▶ WHAT NEEDS TO BE DONE
Copy the data below exactly, but not the pictures it contains.

START DATA RECORDS

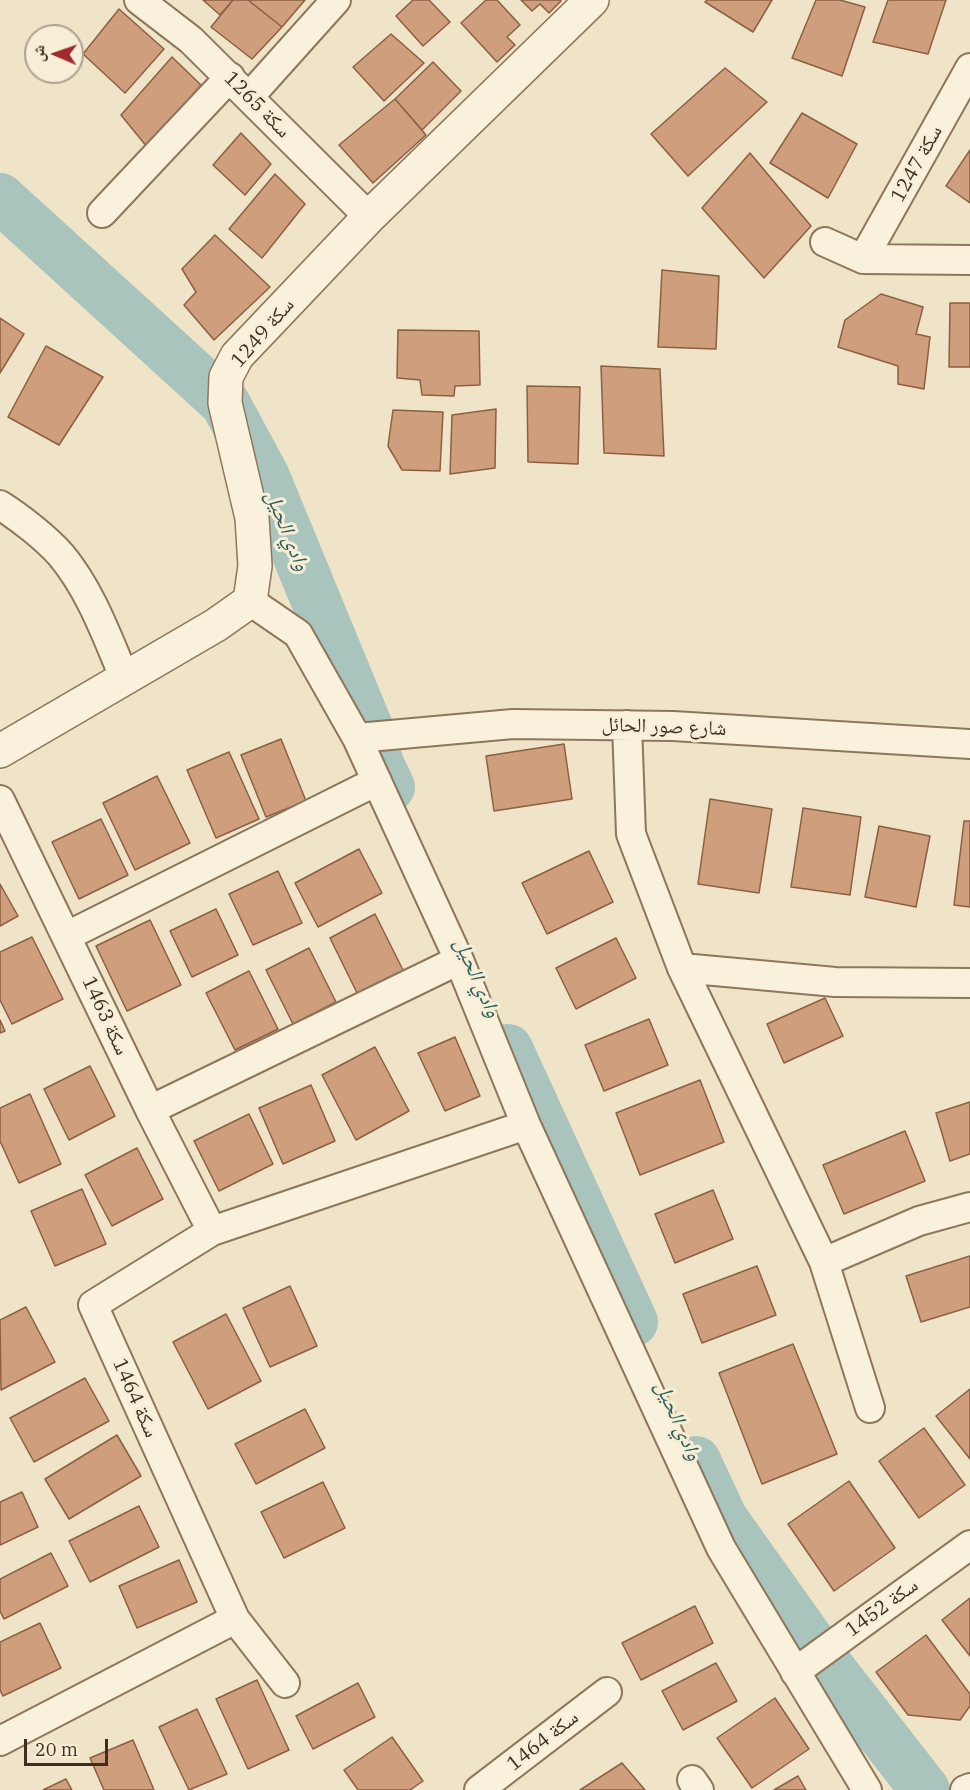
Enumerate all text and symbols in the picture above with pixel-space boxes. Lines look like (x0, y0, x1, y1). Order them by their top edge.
north arrow (24, 24, 84, 84)
text: ش (28, 45, 48, 62)
street label: سكة 1265 (219, 67, 295, 143)
street label: سكة 1247 (886, 121, 948, 207)
street label: سكة 1249 (226, 293, 300, 373)
water label: وادي الحيل (260, 487, 314, 575)
street label: شارع صور الحائل (601, 713, 727, 741)
water label: وادي الحيل (448, 934, 506, 1022)
street label: سكة 1463 (76, 973, 134, 1059)
street label: سكة 1464 (107, 1355, 163, 1441)
water label: وادي الحيل (649, 1377, 707, 1465)
street label: سكة 1452 (841, 1574, 923, 1642)
street label: سكة 1464 (503, 1706, 583, 1776)
scale bar (27, 1727, 111, 1765)
text: 20 m (35, 1738, 78, 1761)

END DATA RECORDS

▶ SOLVED EXERCISE
Enumerate all text and symbols in the picture above with pixel-space boxes. Lines look like (x0, y0, x1, y1). Order them by their top edge.
north arrow (24, 24, 84, 84)
text: ش (28, 45, 48, 62)
street label: سكة 1265 (219, 67, 295, 143)
street label: سكة 1247 (886, 121, 948, 207)
street label: سكة 1249 (226, 293, 300, 373)
water label: وادي الحيل (260, 487, 314, 575)
street label: شارع صور الحائل (601, 713, 727, 741)
water label: وادي الحيل (448, 934, 506, 1022)
street label: سكة 1463 (76, 973, 134, 1059)
street label: سكة 1464 (107, 1355, 163, 1441)
water label: وادي الحيل (649, 1377, 707, 1465)
street label: سكة 1452 (841, 1574, 923, 1642)
street label: سكة 1464 (503, 1706, 583, 1776)
scale bar (27, 1727, 111, 1765)
text: 20 m (35, 1738, 78, 1761)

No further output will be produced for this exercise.